The goal of the Planets Testbed (consisting of a software application and a research framework) is to extend the already existing information on preservation tools with new information based on the outcomes of practical experimentation. This extended knowledge will enable digital preservation practitioners to make sensible, informed decisions regarding the applicability of the tools in various preservation settings. Experiments can be made visible to other Testbed users and be exported to publicly available registries, enabling the results from previous experiments to shape a common understanding of the best preservation approaches for specific types of data in specific situations. The Testbed also provides the mechanisms to enable users to repeat existing experiments in order to validate the available results.

The testbed concept is not a new one in the field of digital libraries; the development of testbeds was already a key component of the US Digital Library Initiative (DLI) which led to the development of the D-Lib Test Suite [12]. Other, more recent digital library initiatives include the Open Video Digital Library [13]; see the DELOS Framework for Testbed for Digital Preservation Experiments [11] for a detailed introduction to this topic.

In a report prepared at the request of the Dutch Government in 1999, the digital preservation expert Jeff Rothenberg recommended the establishment of a testbed project as part of a broader series of initiatives to address digital preservation ([10], [14]). As a result, the Dutch digital preservation Testbed was founded in October 2000. This research project tested the practical applicability of approaches to the preservation of governmental and other digital information. The National Archives of the Netherlands have utilised the Dutch Digital Preservation Testbed since 2003 to ensure that they select and implement the most appropriate and effective tools to preserve their electronic records over time. [10].

Following on from this the DELOS Digital Preservation Testbed [11] built upon the experiences of the Dutch digital preservation Testbed. The DELOS approach was to propose the abstraction of an operational retrieval environment that provides the means for researchers to explore the relative benefits of different preservation strategies in a laboratory setting. While at least one of the D-Lib Test Suite collections was used to test the transformation of varied SGML formats into well-formed XML [15], the Dutch and DELOS testbeds were the first serious attempts to develop a generic framework for the evaluation of digital preservation strategies.

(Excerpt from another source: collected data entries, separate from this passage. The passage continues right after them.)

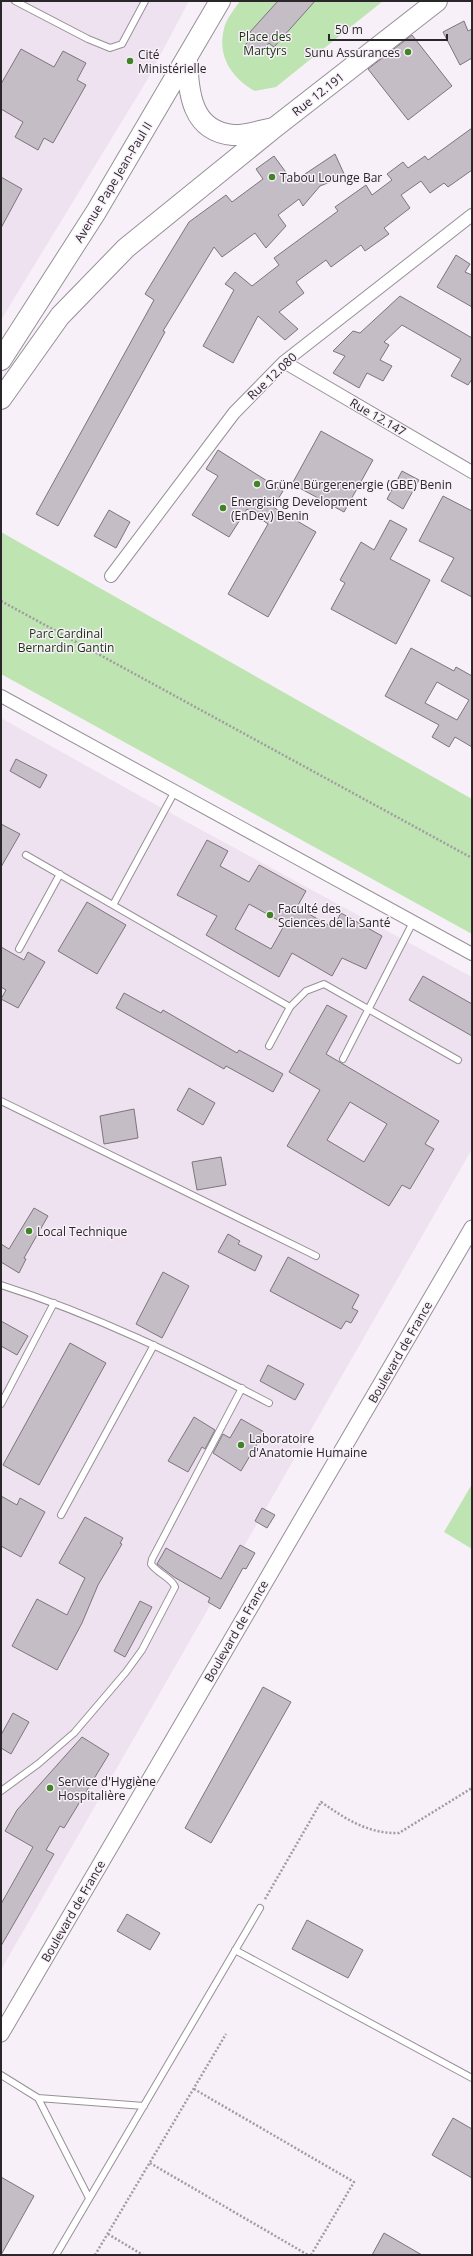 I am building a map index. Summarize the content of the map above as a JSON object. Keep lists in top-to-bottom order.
{
  "streets": {
    "main road": ["Rue 12.191", "Avenue Pape Jean-Paul II"],
    "street": ["Rue 12.080", "Rue 12.147", "Boulevard de France"]
  },
  "crossings": [
    ["Rue 12.080", "Rue 12.147"]
  ],
  "parks": ["Place des Martyrs", "Parc Cardinal Bernardin Gantin"],
  "places": [
    "Sunu Assurances",
    "Cité Ministérielle",
    "Tabou Lounge Bar",
    "Grüne Bürgerenergie (GBE) Benin",
    "Energising Development (EnDev) Benin",
    "Faculté des Sciences de la Santé",
    "Local Technique",
    "Laboratoire d'Anatomie Humaine",
    "Service d'Hygiène Hospitalière"
  ],
  "scale_bar": "50 m"
} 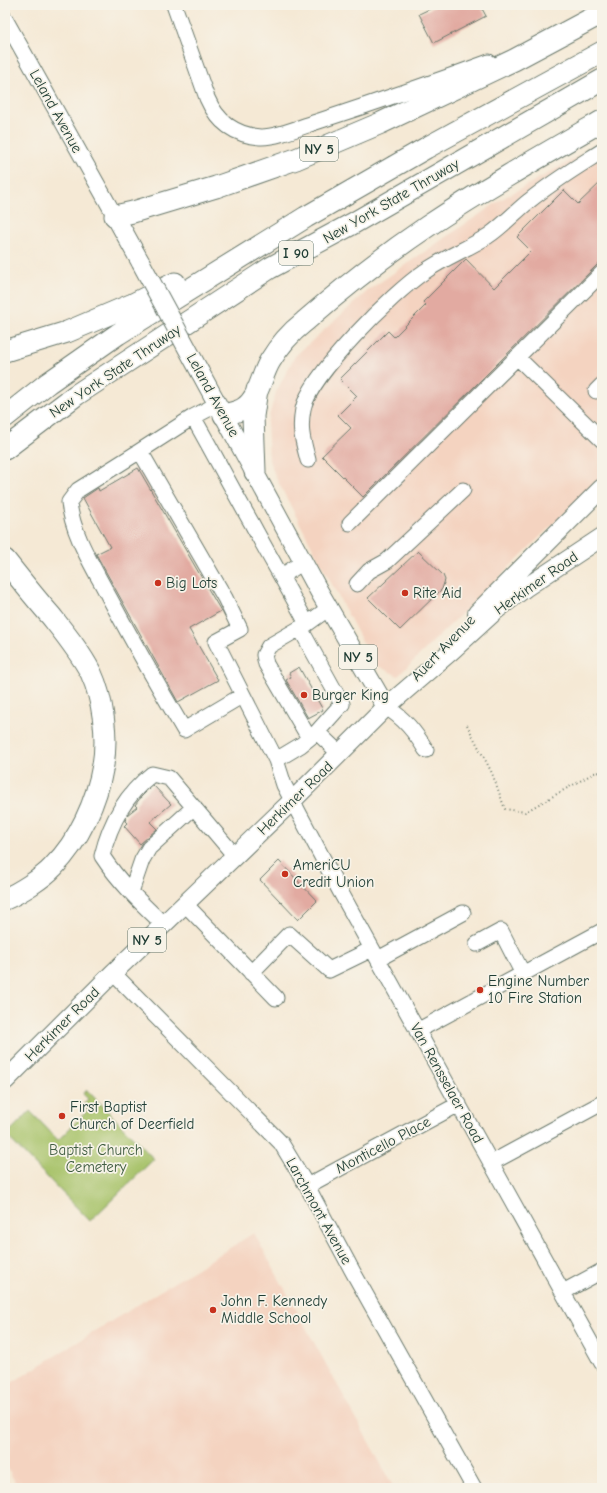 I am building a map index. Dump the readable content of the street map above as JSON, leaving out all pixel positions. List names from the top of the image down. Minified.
{"streets":{"highway":["NY 5","New York State Thruway","I 90"],"main road":["Leland Avenue","Herkimer Road","Auert Avenue"],"street":["Van Rensselaer Road","Monticello Place","Larchmont Avenue"]},"crossings":[["Leland Avenue","NY 5"],["Leland Avenue","Herkimer Road"],["Leland Avenue","Auert Avenue"],["Herkimer Road","Auert Avenue"],["Herkimer Road","Van Rensselaer Road"],["Herkimer Road","Larchmont Avenue"],["Van Rensselaer Road","Monticello Place"],["Monticello Place","Larchmont Avenue"]],"parks":["Baptist Church Cemetery"],"places":["Big Lots","Rite Aid","Burger King","AmeriCU Credit Union","Engine Number 10 Fire Station","First Baptist Church of Deerfield","John F. Kennedy Middle School"]} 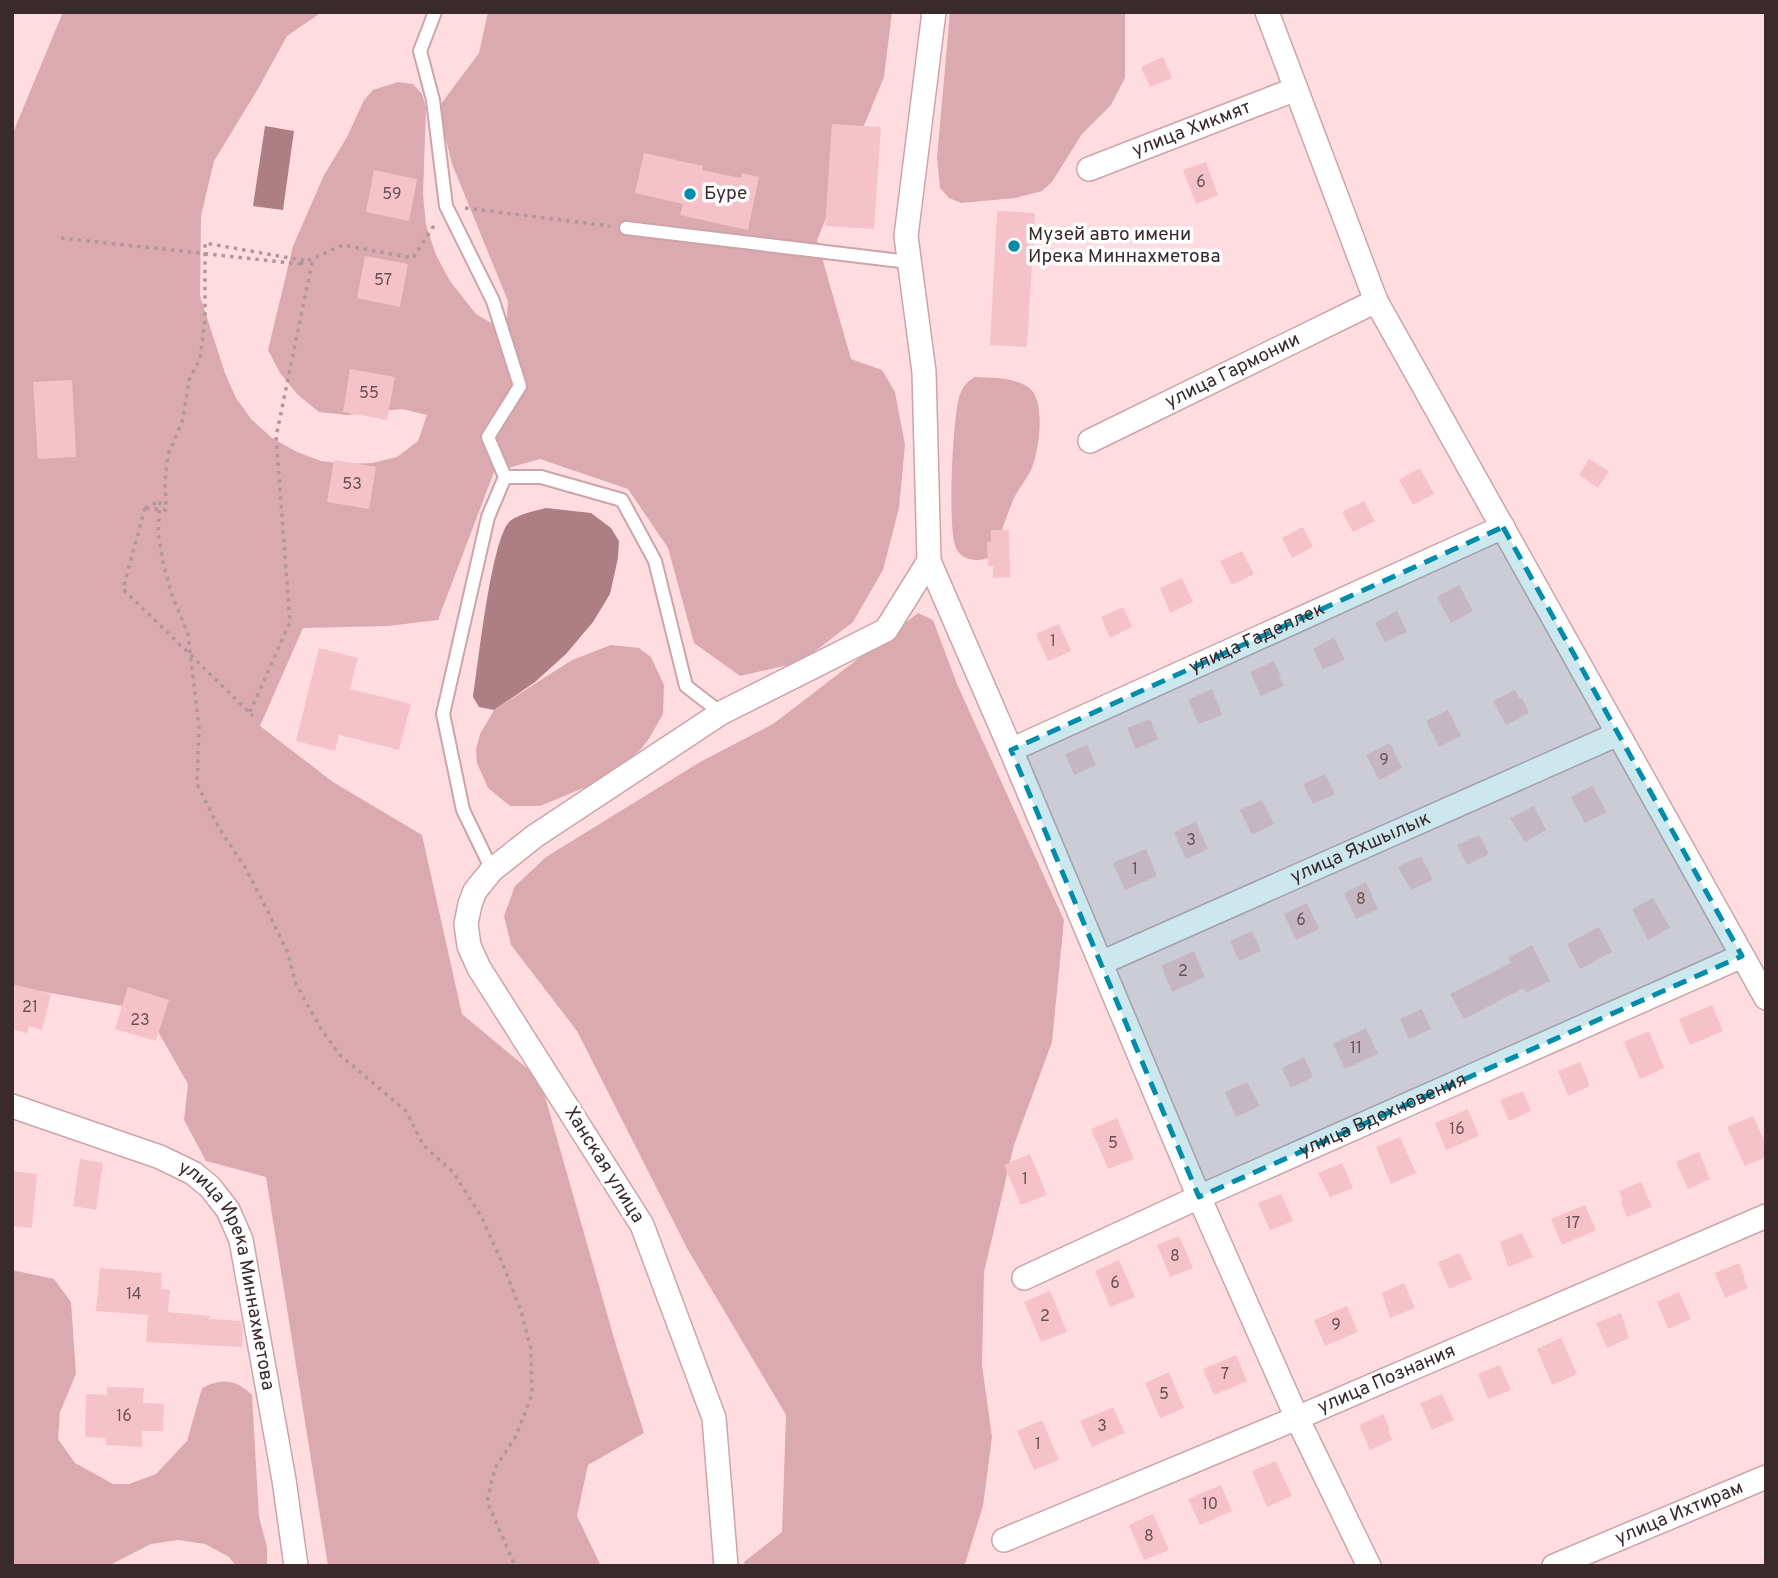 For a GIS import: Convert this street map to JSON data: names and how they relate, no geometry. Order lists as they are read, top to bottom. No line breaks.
{"streets":{"street":["улица Хикмят","улица Гармонии","улица Гаделлек","улица Яхшылык","улица Вдохновения","Ханская улица","улица Ирека Миннахметова","улица Познания","улица Ихтирам"]},"places":["Буре","Музей авто имени Ирека Миннахметова"],"house_numbers":["6","59","57","55","53","1","9","3","1","8","6","2","21","23","11","16","5","1","17","8","6","14","2","9","7","5","16","3","1","10","8"]} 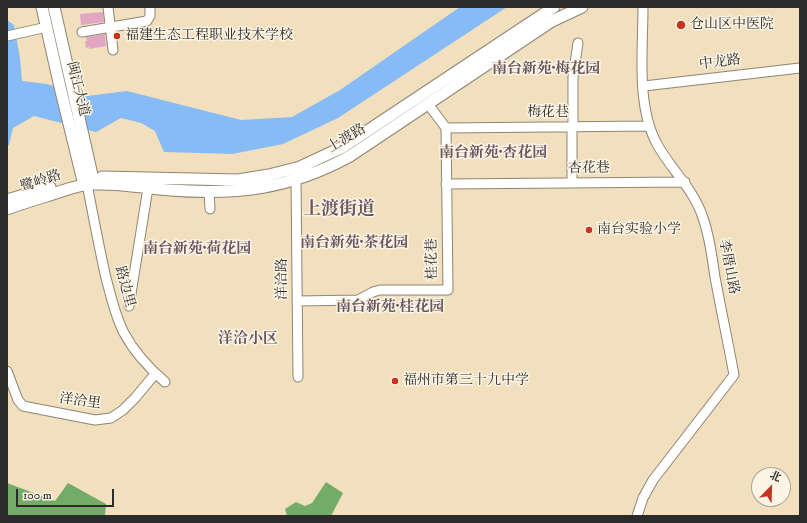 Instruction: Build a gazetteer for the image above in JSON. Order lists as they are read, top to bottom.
{
  "streets": {
    "main road": ["闽江大道", "上渡路", "鹭岭路"],
    "street": [
      "中龙路",
      "梅花巷",
      "杏花巷",
      "桂花巷",
      "李厝山路",
      "洋洽路",
      "路边里",
      "洋洽里"
    ]
  },
  "crossings": [
    ["中龙路", "李厝山路"],
    ["闽江大道", "上渡路"],
    ["闽江大道", "鹭岭路"],
    ["闽江大道", "路边里"],
    ["梅花巷", "桂花巷"],
    ["梅花巷", "李厝山路"],
    ["上渡路", "鹭岭路"],
    ["上渡路", "洋洽路"],
    ["上渡路", "路边里"],
    ["杏花巷", "桂花巷"],
    ["杏花巷", "李厝山路"],
    ["鹭岭路", "路边里"],
    ["桂花巷", "洋洽路"],
    ["路边里", "洋洽里"]
  ],
  "districts": [
    "南台新苑·梅花园",
    "南台新苑·杏花园",
    "上渡街道",
    "南台新苑·茶花园",
    "南台新苑·荷花园",
    "南台新苑·桂花园",
    "洋洽小区"
  ],
  "places": [
    "仓山区中医院",
    "福建生态工程职业技术学校",
    "南台实验小学",
    "福州市第三十九中学"
  ],
  "scale_bar": "100 m",
  "north": "top right"
} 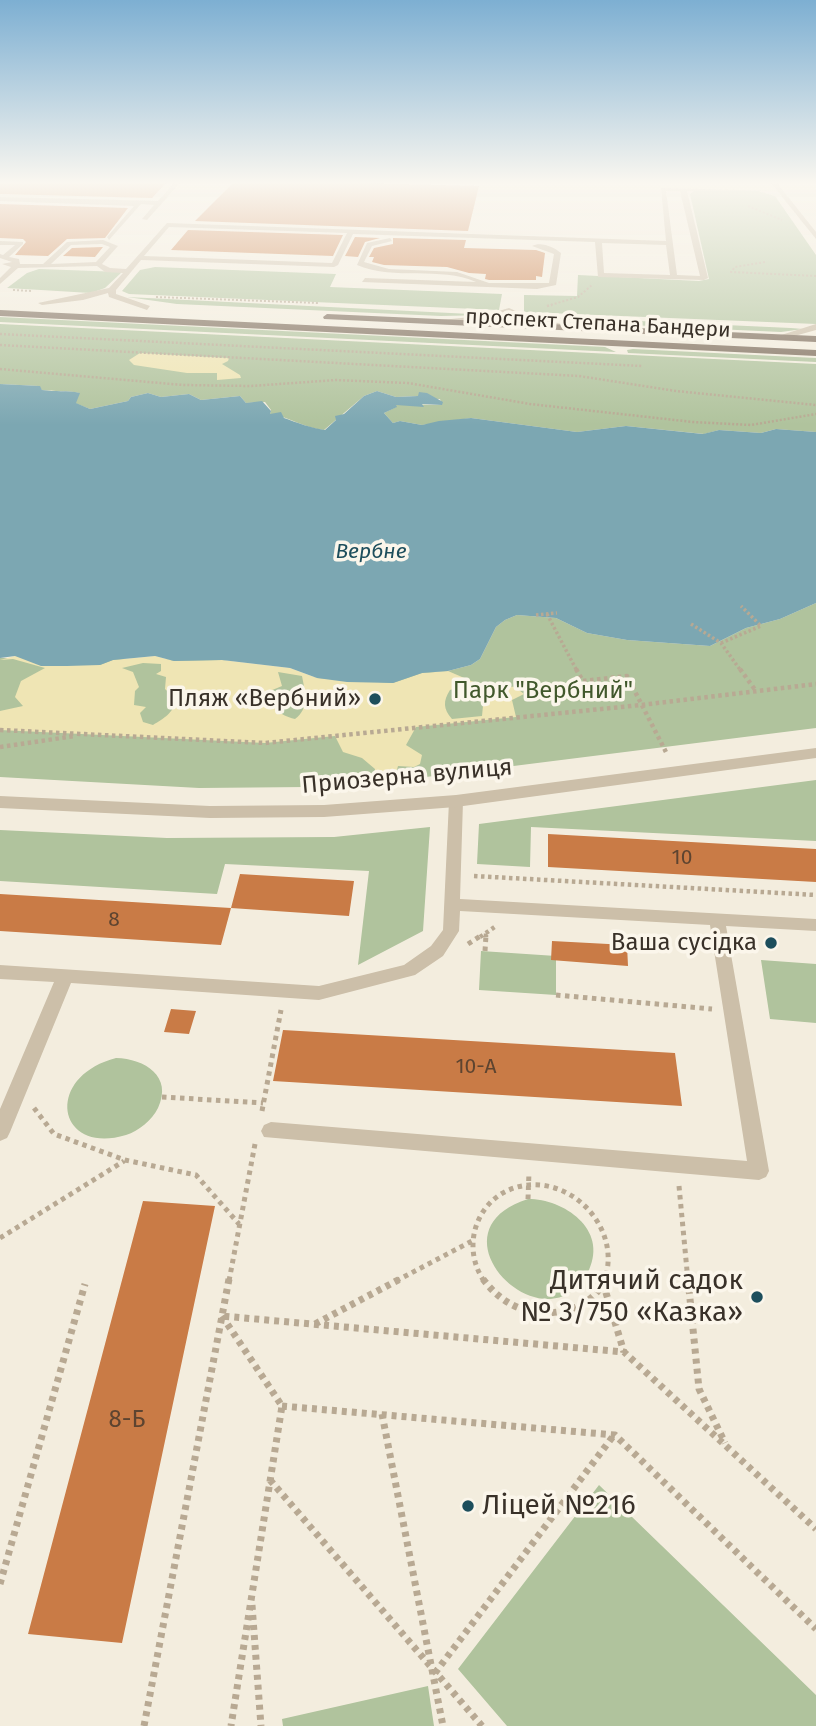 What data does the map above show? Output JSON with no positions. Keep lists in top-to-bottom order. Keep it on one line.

The Planets Testbed was in turn inspired by the work undertaken by the Dutch and DELOS testbeds. However, the scope of the Planets Testbed is considerably broader, both in terms of the available services and the intended user community. The Planets Testbed’s web-service approach enables a large number of users to perform experiments on a wide variety of services with a focus on the workflow-based design of the experiments. Consultations with the eight national memory institutions that are partners in Planets has led to a number of refinements to the experiment methodology of the Dutch and DELOS testbeds, resulting in a simplification of the experiment process. Testbed users can execute single migration and characterisation experiments, but also load pre-existing or create new service workflows. A typical Testbed workflow-based experiment could involve the following sequence of steps:

invoking a characterisation service on the input data to determine their significant properties and appropriate migration tools;
subsequently invoking a migration service for the execution of data migration;
finally, invoking a second characterisation service to automatically assess the results of the migration.

Another typical scenario is that of large-scale experiments (thousands of files or files of extremely large size) which evaluate the non-functional characteristics of tools and services. This will be made possible by the establishment of the Testbed corpora of test objects, as described below.

The Current Functionality of the Testbed

The core functionality of the Testbed enables a user to design, execute and evaluate an experiment on certain data with certain services using the web-based front-end of the Testbed application. In general, every experiment follows a fixed experimentation workflow that consists of six steps, as Figure 1 below demonstrates.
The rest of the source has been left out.